Iris Apfel was born Iris Barrel in New York City in 1921. Highly influenced by her mother, Sadye, who owned a fashion boutique, Iris became interested in fashion at a young age. After studying art history at NYU, she worked for the well-known fashion magazine, Women’s Wear Daily, as well as for an interior designer.
With her husband Carl, she opened a textile firm called Old World Weavers, running it together until 1992. For forty years, from 1950 to 1992 she engaged in several design restoration projects, including working for the First Ladies of nine different presidents, from Truman to Clinton.

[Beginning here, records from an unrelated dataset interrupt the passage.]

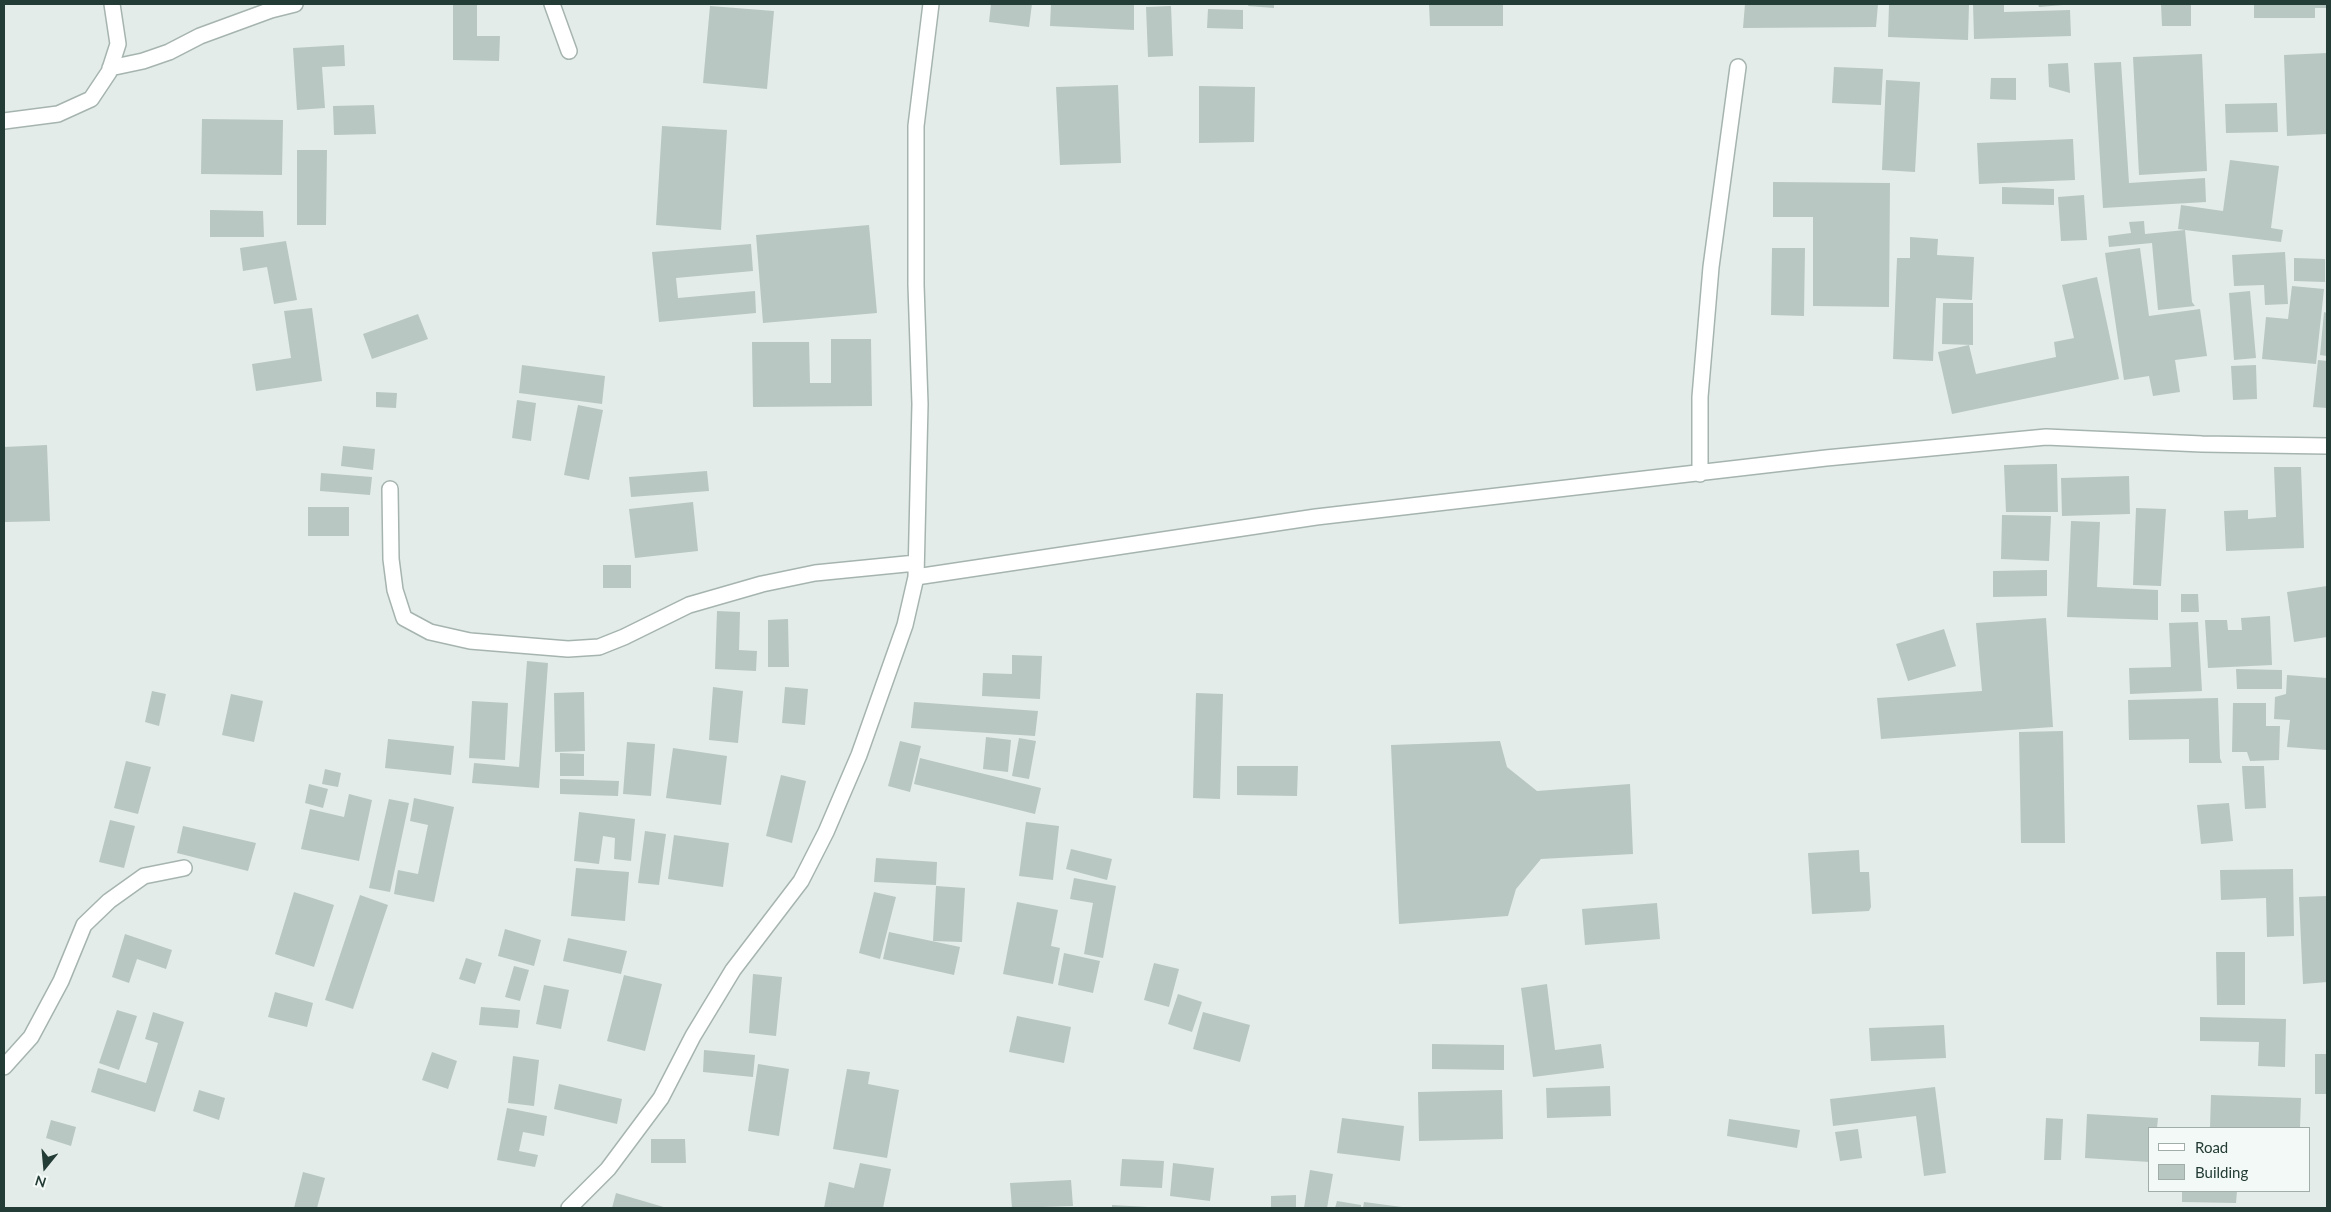 <!DOCTYPE html>
<style>
body{margin:0}
#map{position:relative;width:2331px;height:1212px;overflow:hidden;background:#e3ece8;font-family:Lato,sans-serif}
canvas{display:block}
.frame{position:absolute;inset:0;border:5px solid #243c36;pointer-events:none}
.legend{position:absolute;left:2148px;top:1127px;width:162px;height:65px;box-sizing:border-box;background:#f3f9f6;border:1px solid #a0ada9;margin:0;padding:6px 9px;list-style:none;font-size:15px;color:#243c36}
.legend li{display:flex;align-items:center;gap:10px;height:25px}
.legend b{width:25px;border:1px solid #a0ada9}
.north{position:absolute;left:20px;top:1142px;width:50px;height:50px;-webkit-text-stroke:4px #f3f9f6;paint-order:stroke;rotate:197deg;font-size:14px;font-weight:700;line-height:20px;text-align:center;color:#243c36}
.north::after{content:'';display:block;margin:auto;width:18px;height:22px;background:#243c36;clip-path:polygon(50% 0,100% 100%,50% 72%,0 100%)}
</style>
<div id="map">
<canvas width="2331" height="1212"></canvas>
<div class="frame"></div>
<ul class="legend">
<li><b style="height:6px;background:#fff"></b>Road</li>
<li><b style="height:14px;background:#b8c7c1"></b>Building</li>
</ul>
<div class="north">N</div>
</div>
<script>
const c = document.querySelector('canvas').getContext('2d');
c.lineJoin = 'round';
function fill(path, color) { c.fillStyle = color; c.fill(path, 'evenodd'); }
const poly = rows => new Path2D(rows.map(r => 'M' + r).join(''));
function trace(path, color, width, dash) { c.strokeStyle = color; c.lineWidth = width; c.lineCap = dash ? 'butt' : 'round'; c.setLineDash(dash || []); c.stroke(path); }
fill(poly([
 [453,4,477,4,477,36,500,36,499,61,453,60],
 [991,4,1032,4,1029,27,989,22],
 [1051,4,1134,4,1134,30,1050,26],
 [1249,4,1274,4,1274,8,1248,6],
 [1429,4,1503,4,1503,26,1430,26],
 [1745,4,1878,4,1876,27,1743,28],
 [1889,4,1969,4,1968,40,1888,37],
 [1973,4,2004,4,2004,12,2070,10,2071,36,1974,39],
 [2038,4,2063,4,2063,5,2039,7],
 [2161,4,2191,4,2191,26,2162,26],
 [2254,4,2327,4,2327,8,2315,8,2315,18,2254,18],
 [710,6,774,11,767,89,703,83],
 [1171,6,1173,56,1148,57,1146,7],
 [1208,9,1243,10,1243,29,1207,28],
 [344,45,345,66,322,67,325,108,297,110,293,48],
 [2327,53,2327,134,2287,136,2284,55],
 [2202,54,2207,171,2139,175,2133,57],
 [2121,62,2129,183,2205,178,2206,202,2103,208,2094,63],
 [2068,63,2070,93,2049,87,2048,64],
 [1834,67,1883,69,1881,105,1832,103],
 [1991,78,2016,78,2016,100,1990,99],
 [1886,80,1920,82,1915,172,1882,170],
 [1118,85,1121,163,1060,165,1056,87],
 [1199,86,1255,87,1254,142,1199,143],
 [2277,103,2278,132,2226,133,2225,104],
 [374,105,376,134,334,135,333,106],
 [202,119,283,120,282,175,201,174],
 [662,126,727,130,721,230,656,225],
 [2073,139,2075,180,1979,184,1977,143],
 [297,150,327,150,326,225,297,225],
 [2230,160,2279,166,2271,228,2283,230,2281,242,2185,230,2192,302,2195,306,2158,310,2152,243,2109,247,2108,236,2131,233,2129,222,2144,221,2145,234,2185,230,2178,229,2181,205,2223,211],
 [1773,182,1890,183,1889,307,1813,306,1813,217,1773,217],
 [2002,187,2054,189,2054,205,2002,204],
 [2084,195,2087,240,2061,241,2058,197],
 [210,210,263,211,264,237,210,237],
 [869,225,877,313,763,323,756,235],
 [1910,237,1938,239,1937,255,1974,257,1972,300,1936,298,1933,361,1893,359,1897,258,1910,258],
 [286,241,297,300,274,304,267,267,243,271,240,248],
 [751,244,753,271,676,278,678,298,755,291,756,313,659,322,652,252],
 [1772,248,1805,248,1804,316,1771,315],
 [2140,248,2149,316,2200,309,2207,356,2175,360,2180,392,2153,396,2149,376,2124,380,2105,253],
 [2285,252,2288,304,2265,305,2264,285,2234,286,2232,255],
 [2294,258,2325,259,2325,282,2294,281],
 [2097,277,2119,379,1952,414,1938,352,1969,345,1976,374,2056,357,2054,342,2074,338,2062,285],
 [2292,286,2324,289,2316,364,2262,359,2266,317,2288,319],
 [2250,291,2256,358,2234,360,2229,293],
 [1943,303,1973,303,1973,345,1942,344],
 [312,308,322,381,256,391,252,364,291,358,284,311],
 [2324,312,2327,313,2327,356,2320,355],
 [418,314,428,339,372,359,363,334],
 [831,339,871,339,872,406,753,407,752,342,809,342,810,383,831,383],
 [2318,360,2327,361,2327,408,2313,407],
 [522,365,605,376,602,404,519,393],
 [2256,365,2257,399,2233,400,2231,366],
 [376,392,397,393,396,408,376,407],
 [517,400,536,403,531,441,512,438],
 [578,405,603,410,589,480,564,475],
 [47,445,50,521,5,522,4,447],
 [343,446,375,449,373,470,341,466],
 [2057,464,2058,512,2006,512,2004,465],
 [2274,467,2301,467,2304,548,2226,551,2224,511,2248,510,2248,519,2276,517],
 [707,471,709,491,631,497,629,477],
 [321,473,372,477,370,495,320,491],
 [2129,476,2130,514,2062,516,2061,478],
 [693,502,698,551,635,558,629,509],
 [308,507,349,507,349,536,308,536],
 [2136,508,2166,509,2161,586,2133,585],
 [2002,515,2051,516,2049,561,2001,559],
 [2071,521,2100,522,2097,587,2158,590,2158,620,2067,617],
 [603,565,631,565,631,588,603,588],
 [2047,570,2047,596,1993,597,1993,571],
 [2327,586,2327,637,2294,642,2287,592],
 [2181,594,2198,594,2199,612,2181,612],
 [717,611,740,612,739,650,757,651,756,671,715,669],
 [2270,616,2272,665,2208,668,2205,620,2227,620,2228,630,2242,630,2241,618],
 [2046,618,2053,727,1881,739,1877,698,1982,691,1976,623],
 [788,619,789,667,768,667,768,620],
 [2198,622,2202,691,2130,694,2129,668,2171,667,2169,623],
 [1944,629,1956,666,1908,681,1896,644],
 [1012,655,1042,656,1040,699,982,696,983,673,1012,674],
 [527,661,548,663,539,788,472,783,474,763,519,767],
 [2236,669,2282,670,2282,689,2237,689],
 [2287,675,2327,678,2327,750,2287,747,2290,720,2274,719,2275,697,2286,694],
 [713,687,743,691,738,743,709,740],
 [785,687,808,689,805,725,782,723],
 [152,691,166,694,159,726,145,722],
 [584,692,585,751,555,752,554,693],
 [1196,693,1223,694,1220,799,1193,798],
 [231,694,263,701,254,742,222,735],
 [2218,698,2220,758,2222,763,2189,763,2189,739,2129,740,2128,700],
 [472,701,508,703,505,760,469,758],
 [914,702,1038,711,1035,736,911,728],
 [2233,703,2266,703,2266,726,2280,726,2279,760,2250,761,2247,752,2232,752],
 [2063,731,2065,843,2021,843,2019,732],
 [986,737,1011,740,1008,772,983,769],
 [1019,738,1036,741,1029,779,1012,776],
 [388,739,454,746,451,775,385,768],
 [900,741,921,746,910,792,888,786],
 [1500,741,1507,767,1537,791,1630,784,1633,854,1541,859,1516,889,1508,916,1399,924,1391,745],
 [627,742,655,744,651,796,623,794],
 [673,748,727,756,721,805,666,798],
 [560,753,584,754,584,776,560,776],
 [920,758,1041,788,1035,814,914,784],
 [126,761,151,767,138,814,114,808],
 [1237,766,1298,766,1297,796,1237,795],
 [2242,766,2264,766,2266,808,2245,809],
 [325,769,341,773,338,787,322,784],
 [781,775,806,781,792,843,766,836],
 [560,779,619,781,618,796,560,794],
 [309,784,328,789,323,808,305,803],
 [349,794,372,800,359,861,301,849,310,809,344,817],
 [414,798,454,807,434,902,394,894,398,870,418,874,428,825,410,821],
 [389,799,409,803,390,892,369,888],
 [2229,803,2233,841,2201,844,2197,805],
 [579,812,635,819,631,861,614,859,615,838,603,836,599,864,574,861],
 [110,820,135,826,124,868,99,862],
 [1026,822,1059,826,1053,880,1019,876],
 [183,826,256,843,248,871,177,853],
 [645,831,666,834,659,885,638,883],
 [674,835,729,843,723,887,668,879],
 [1071,849,1112,859,1107,880,1066,869],
 [1859,850,1860,872,1869,872,1871,907,1869,911,1812,914,1808,853],
 [876,858,937,862,936,885,874,882],
 [576,868,629,872,625,921,571,916],
 [2293,869,2294,936,2267,937,2266,898,2221,900,2220,870],
 [1074,878,1116,886,1103,958,1084,954,1093,903,1070,899],
 [936,886,965,888,962,942,933,941],
 [294,892,334,905,314,967,275,954],
 [874,892,896,897,880,959,859,953],
 [360,895,388,905,353,1009,325,1000],
 [2327,896,2327,982,2303,984,2299,897],
 [1017,902,1058,910,1051,946,1060,948,1053,984,1003,974],
 [1657,903,1660,939,1585,945,1582,909],
 [505,929,541,940,534,966,498,956],
 [889,932,960,947,954,975,883,959],
 [125,934,172,950,166,969,137,959,129,983,112,977],
 [568,938,627,951,621,974,563,961],
 [2216,952,2245,952,2245,1005,2217,1005],
 [1064,953,1100,961,1093,993,1058,985],
 [466,958,482,963,475,984,459,979],
 [1154,963,1179,969,1169,1007,1144,1000],
 [514,966,529,970,520,1001,505,997],
 [753,974,782,977,776,1036,749,1033],
 [624,975,662,984,645,1051,607,1041],
 [1547,984,1555,1050,1601,1044,1604,1068,1533,1077,1521,988],
 [544,985,569,990,561,1029,536,1024],
 [275,992,313,1003,307,1027,268,1017],
 [1178,994,1202,1002,1192,1032,1168,1024],
 [481,1007,520,1010,518,1028,479,1025],
 [117,1010,137,1016,119,1070,99,1063],
 [153,1012,184,1022,155,1112,91,1092,98,1068,146,1083,158,1043,145,1039],
 [1203,1012,1250,1025,1240,1062,1193,1049],
 [1017,1016,1071,1027,1064,1063,1009,1052],
 [2200,1017,2286,1019,2285,1067,2258,1066,2259,1042,2200,1041],
 [1944,1025,1946,1058,1871,1061,1869,1028],
 [1432,1044,1504,1045,1504,1070,1432,1069],
 [704,1050,755,1055,753,1077,703,1072],
 [432,1052,457,1061,448,1089,422,1080],
 [2315,1054,2327,1054,2327,1094,2315,1094],
 [513,1056,539,1060,534,1106,508,1103],
 [758,1064,789,1069,779,1136,748,1131],
 [847,1069,870,1072,868,1084,899,1090,887,1158,833,1149],
 [559,1084,622,1099,617,1124,554,1109],
 [1610,1086,1611,1116,1547,1118,1546,1088],
 [1935,1087,1946,1173,1924,1176,1916,1116,1833,1126,1830,1099],
 [199,1090,225,1098,219,1120,193,1111],
 [1502,1090,1503,1139,1419,1141,1418,1092],
 [2211,1095,2301,1098,2300,1128,2210,1128],
 [507,1108,547,1116,544,1136,523,1132,519,1151,538,1155,535,1167,497,1160],
 [2087,1114,2158,1118,2157,1128,2150,1128,2150,1162,2085,1158],
 [1342,1118,1404,1126,1400,1161,1337,1153],
 [2046,1118,2063,1119,2061,1160,2044,1160],
 [1729,1119,1800,1130,1797,1148,1727,1136],
 [51,1120,76,1127,71,1146,46,1138],
 [1858,1129,1862,1158,1840,1161,1835,1132],
 [651,1139,685,1139,686,1163,651,1163],
 [1122,1159,1164,1161,1162,1188,1120,1186],
 [860,1163,891,1169,883,1208,824,1208,829,1182,854,1188],
 [1173,1163,1214,1168,1210,1201,1170,1196],
 [1310,1170,1333,1174,1327,1208,1304,1208],
 [303,1172,325,1178,317,1208,294,1208],
 [1071,1180,1073,1206,1012,1208,1010,1183],
 [2182,1191,2237,1191,2236,1203,2182,1202],
 [616,1193,667,1208,612,1208],
 [1296,1195,1296,1208,1271,1208,1271,1196],
 [1337,1201,1361,1205,1361,1208,1335,1208],
 [1364,1202,1402,1207,1402,1208,1363,1208],
 [1112,1205,1148,1207,1148,1208,1112,1208]
]), '#b8c7c1');
const minor = poly([
 [552,4,569,51],
 [110,68,143,61,169,52,200,36,271,10,295,4],
 [4,121,58,114,91,99,109,72,118,44,112,4],
 [1700,474,1700,397,1711,267,1738,67],
 [390,489,391,559,395,590,404,618,430,632,470,641,568,649,599,647,624,637,689,605,762,584,815,573,916,563],
 [916,577,1316,517,1826,458,2046,437,2202,444,2327,446],
 [4,1067,31,1037,61,981,84,925,109,901,144,876,184,868],
 [569,1208,608,1169,661,1098,693,1036,733,970,801,881,826,832,859,755,905,625,916,577,920,404,916,285,916,126,931,4]
]);
trace(minor, '#a6b4af', 18);
trace(minor, '#fff', 15);
</script>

Through the years Apfel built up a large and elaborate collection of clothing, jewelry and accessories of every kind, from the cheapest baubles to the most expensive jewels and fabrics. She was relatively unknown until 2005, when the Costume Institute of the Metropolitan Museum of Art in New York featured an exhibit on Apfel’s personal style called: “Rara Avis: The Irreverent Iris Apfel.” The exhibition was a huge success, and brought Apfel into the glare of the public spotlight.
Her next step up the fame ladder came when iconic filmmaker Albert Maysles made a documentary about her, called Iris. It premiered at the New York Film Festival in October 2014.
In 2016, the Women Together foundation honored Iris for her lifelong support and dedication of artisans all over the world. The award was present to Apfel at the United Nations, in the Delegates General Assembly hall.
Iris Apfel’s modesty and joie de vie are well-known, calling herself the “geriatric starlet” with surprise and an element of disbelief.